**AIM OF THE TASK:** Scan the data for "played" and copy the lines it appears in.

**MATERIAL SHOWN:**
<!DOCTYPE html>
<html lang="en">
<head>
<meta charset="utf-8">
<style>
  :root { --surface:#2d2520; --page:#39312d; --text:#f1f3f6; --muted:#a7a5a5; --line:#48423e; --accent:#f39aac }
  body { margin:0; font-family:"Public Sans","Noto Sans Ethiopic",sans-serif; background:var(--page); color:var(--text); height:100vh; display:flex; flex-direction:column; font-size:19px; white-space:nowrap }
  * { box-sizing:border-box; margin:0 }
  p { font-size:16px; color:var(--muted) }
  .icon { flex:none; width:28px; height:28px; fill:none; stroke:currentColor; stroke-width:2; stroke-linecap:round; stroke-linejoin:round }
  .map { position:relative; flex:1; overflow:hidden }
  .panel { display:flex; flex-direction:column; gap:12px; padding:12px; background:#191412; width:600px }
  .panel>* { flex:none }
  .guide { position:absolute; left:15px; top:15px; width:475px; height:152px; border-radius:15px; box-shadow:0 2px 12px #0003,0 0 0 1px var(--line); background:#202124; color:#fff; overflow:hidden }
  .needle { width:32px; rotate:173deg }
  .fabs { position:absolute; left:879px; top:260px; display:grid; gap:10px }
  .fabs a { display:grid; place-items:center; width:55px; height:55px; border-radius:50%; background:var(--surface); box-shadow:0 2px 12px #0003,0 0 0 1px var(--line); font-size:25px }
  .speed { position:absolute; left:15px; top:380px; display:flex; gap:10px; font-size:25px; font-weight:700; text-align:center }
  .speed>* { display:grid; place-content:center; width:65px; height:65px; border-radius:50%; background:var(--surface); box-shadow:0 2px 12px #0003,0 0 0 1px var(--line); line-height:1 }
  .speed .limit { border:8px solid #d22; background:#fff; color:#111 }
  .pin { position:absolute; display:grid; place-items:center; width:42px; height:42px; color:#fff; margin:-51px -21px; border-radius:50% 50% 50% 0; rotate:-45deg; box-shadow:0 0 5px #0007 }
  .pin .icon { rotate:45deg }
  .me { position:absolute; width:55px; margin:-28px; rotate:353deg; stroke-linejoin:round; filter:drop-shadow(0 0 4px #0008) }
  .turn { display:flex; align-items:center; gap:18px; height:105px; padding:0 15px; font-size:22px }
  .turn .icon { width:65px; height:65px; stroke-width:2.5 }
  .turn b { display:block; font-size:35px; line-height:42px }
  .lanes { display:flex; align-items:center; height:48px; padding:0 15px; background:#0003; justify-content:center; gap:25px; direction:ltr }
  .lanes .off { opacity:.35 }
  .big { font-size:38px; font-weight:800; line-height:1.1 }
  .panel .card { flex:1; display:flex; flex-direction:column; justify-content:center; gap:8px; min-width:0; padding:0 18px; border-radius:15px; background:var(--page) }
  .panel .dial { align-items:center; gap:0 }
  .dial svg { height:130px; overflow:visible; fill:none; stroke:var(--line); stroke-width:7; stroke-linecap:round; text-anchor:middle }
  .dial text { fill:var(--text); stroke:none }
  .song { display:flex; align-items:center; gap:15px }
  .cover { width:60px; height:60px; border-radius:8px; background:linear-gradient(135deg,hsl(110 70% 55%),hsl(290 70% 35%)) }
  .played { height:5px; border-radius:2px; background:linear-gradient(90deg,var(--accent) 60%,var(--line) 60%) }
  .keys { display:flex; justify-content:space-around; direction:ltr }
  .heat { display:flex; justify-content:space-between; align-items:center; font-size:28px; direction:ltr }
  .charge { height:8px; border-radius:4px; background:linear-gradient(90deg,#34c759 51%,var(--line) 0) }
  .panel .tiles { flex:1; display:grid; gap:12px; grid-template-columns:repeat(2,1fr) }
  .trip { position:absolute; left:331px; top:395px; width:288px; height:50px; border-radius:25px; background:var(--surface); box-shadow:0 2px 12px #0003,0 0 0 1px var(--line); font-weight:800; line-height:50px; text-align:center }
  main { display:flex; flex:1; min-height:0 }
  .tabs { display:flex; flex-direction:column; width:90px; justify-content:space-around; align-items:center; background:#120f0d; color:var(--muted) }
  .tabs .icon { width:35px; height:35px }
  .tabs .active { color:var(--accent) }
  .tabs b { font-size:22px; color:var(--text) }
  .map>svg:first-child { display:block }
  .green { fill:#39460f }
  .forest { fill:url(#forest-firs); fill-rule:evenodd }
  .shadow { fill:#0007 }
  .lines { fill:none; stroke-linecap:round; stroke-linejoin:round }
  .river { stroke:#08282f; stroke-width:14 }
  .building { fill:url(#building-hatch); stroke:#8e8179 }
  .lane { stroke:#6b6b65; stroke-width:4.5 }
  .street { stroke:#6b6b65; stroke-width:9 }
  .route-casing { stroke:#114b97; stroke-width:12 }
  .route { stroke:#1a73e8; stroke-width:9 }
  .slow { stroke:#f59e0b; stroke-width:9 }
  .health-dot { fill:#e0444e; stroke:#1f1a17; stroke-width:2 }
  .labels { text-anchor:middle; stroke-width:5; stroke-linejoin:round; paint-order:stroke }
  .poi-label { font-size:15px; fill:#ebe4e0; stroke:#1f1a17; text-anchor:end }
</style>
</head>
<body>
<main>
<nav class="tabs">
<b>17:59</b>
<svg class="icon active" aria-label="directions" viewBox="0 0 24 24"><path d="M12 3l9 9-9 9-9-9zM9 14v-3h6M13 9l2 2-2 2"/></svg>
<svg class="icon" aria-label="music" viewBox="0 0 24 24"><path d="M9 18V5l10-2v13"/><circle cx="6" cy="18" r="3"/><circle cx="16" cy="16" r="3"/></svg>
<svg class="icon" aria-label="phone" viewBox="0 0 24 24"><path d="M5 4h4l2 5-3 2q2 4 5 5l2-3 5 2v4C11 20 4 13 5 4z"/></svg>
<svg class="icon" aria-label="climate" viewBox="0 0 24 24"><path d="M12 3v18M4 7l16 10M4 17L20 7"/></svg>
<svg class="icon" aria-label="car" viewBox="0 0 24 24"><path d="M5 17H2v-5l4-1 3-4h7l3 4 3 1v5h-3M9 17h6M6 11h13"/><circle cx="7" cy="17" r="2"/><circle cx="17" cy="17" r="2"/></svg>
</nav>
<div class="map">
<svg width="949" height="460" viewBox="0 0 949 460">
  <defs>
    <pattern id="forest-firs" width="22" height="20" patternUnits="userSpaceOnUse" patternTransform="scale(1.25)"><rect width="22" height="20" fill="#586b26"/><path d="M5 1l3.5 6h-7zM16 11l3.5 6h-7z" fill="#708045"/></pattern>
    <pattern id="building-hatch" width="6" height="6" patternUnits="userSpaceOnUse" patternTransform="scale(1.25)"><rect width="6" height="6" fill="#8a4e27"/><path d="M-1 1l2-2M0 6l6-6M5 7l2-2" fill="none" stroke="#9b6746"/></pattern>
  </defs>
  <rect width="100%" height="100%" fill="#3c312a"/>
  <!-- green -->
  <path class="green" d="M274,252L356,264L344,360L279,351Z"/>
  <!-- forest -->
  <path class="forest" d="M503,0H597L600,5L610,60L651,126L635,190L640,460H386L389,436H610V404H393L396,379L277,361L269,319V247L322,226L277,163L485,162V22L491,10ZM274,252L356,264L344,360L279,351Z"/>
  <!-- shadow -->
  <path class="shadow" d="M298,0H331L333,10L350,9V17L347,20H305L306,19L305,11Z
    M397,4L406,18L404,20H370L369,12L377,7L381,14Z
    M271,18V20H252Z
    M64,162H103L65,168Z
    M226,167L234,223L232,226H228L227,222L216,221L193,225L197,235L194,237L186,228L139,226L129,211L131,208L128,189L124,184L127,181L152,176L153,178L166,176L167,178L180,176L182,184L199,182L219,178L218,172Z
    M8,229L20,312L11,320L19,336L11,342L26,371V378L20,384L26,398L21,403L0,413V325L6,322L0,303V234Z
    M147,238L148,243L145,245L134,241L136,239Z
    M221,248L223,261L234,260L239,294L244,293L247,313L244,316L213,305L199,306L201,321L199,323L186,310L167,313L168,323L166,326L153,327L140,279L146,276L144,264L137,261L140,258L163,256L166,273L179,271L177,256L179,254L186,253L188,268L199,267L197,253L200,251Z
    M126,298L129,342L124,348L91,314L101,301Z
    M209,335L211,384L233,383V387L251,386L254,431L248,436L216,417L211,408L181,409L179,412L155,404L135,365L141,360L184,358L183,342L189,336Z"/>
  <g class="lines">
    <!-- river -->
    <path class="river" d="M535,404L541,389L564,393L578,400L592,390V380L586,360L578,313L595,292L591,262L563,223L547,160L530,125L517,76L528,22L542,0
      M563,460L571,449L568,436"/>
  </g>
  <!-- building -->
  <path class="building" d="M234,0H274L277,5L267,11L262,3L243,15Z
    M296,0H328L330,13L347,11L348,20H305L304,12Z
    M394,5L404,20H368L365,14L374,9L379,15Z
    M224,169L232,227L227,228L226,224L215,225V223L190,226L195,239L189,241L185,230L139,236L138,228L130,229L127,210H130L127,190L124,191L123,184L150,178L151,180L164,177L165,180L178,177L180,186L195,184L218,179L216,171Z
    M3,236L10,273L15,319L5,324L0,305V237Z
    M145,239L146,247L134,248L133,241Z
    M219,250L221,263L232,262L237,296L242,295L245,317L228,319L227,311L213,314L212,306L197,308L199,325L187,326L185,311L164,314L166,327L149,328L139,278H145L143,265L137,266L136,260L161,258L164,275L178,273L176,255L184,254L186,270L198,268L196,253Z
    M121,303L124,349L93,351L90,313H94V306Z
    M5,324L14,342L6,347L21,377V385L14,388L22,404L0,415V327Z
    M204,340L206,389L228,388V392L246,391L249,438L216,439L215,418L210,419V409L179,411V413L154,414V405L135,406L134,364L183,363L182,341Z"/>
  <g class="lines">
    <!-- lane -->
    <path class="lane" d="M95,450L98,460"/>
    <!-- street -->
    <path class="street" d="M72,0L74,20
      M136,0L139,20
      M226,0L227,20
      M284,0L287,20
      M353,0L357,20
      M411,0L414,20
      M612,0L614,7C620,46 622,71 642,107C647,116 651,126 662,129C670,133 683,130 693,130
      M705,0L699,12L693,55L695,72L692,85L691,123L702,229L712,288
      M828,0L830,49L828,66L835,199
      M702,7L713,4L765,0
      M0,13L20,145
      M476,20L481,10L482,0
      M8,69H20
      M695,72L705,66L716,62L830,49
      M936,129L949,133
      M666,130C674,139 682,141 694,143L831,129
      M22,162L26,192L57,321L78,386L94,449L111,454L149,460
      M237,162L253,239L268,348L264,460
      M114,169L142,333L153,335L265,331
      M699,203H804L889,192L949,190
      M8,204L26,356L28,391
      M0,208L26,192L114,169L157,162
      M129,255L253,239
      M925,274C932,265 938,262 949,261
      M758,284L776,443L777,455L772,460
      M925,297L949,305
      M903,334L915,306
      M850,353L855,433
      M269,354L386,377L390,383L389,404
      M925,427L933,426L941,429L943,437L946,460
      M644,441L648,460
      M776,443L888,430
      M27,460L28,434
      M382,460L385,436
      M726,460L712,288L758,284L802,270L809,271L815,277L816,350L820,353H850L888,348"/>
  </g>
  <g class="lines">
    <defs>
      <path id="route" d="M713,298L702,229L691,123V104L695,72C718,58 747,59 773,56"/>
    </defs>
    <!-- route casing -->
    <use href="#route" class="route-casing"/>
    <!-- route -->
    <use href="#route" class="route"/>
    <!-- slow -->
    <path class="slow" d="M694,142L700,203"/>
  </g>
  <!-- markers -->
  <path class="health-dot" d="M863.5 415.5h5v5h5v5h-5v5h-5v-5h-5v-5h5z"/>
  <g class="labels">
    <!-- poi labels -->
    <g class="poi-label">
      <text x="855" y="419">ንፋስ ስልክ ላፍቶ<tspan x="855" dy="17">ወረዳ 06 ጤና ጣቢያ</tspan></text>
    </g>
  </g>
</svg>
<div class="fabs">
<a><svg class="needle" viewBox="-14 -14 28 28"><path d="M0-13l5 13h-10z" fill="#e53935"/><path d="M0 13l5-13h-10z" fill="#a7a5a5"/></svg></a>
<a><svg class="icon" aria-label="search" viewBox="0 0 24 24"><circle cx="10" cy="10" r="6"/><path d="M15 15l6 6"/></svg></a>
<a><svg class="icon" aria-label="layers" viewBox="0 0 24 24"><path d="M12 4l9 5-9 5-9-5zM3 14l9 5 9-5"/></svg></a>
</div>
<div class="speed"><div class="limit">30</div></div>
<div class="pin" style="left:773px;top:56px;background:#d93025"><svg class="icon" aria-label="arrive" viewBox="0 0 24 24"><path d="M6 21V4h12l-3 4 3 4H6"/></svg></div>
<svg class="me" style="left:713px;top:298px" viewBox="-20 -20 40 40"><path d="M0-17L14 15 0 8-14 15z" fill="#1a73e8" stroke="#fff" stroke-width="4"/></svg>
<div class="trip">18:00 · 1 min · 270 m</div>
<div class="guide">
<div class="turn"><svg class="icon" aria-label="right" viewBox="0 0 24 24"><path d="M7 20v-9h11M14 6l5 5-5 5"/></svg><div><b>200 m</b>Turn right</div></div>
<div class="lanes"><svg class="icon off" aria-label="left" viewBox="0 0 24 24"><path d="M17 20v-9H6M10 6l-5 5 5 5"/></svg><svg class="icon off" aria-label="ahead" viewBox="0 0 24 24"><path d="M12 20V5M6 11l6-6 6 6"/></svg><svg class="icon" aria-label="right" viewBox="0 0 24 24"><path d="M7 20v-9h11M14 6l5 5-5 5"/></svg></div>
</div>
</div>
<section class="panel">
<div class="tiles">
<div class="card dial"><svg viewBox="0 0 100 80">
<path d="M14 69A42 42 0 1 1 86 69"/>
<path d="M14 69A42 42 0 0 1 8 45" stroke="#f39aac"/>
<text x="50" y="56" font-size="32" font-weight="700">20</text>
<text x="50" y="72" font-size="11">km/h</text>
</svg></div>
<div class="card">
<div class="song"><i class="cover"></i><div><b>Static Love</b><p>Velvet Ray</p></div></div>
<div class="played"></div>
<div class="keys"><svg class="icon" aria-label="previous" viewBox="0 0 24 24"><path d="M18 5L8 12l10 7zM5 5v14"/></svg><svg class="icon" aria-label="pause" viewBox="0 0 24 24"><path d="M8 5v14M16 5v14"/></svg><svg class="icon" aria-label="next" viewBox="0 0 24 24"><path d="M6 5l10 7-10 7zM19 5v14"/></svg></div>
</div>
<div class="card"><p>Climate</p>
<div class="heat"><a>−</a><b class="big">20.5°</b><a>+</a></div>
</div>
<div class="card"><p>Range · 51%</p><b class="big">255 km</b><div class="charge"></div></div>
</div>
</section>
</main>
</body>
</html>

**OUTPUT FOR THIS TASK:**
  .played { height:5px; border-radius:2px; background:linear-gradient(90deg,var(--accent) 60%,var(--line) 60%) }
<div class="played"></div>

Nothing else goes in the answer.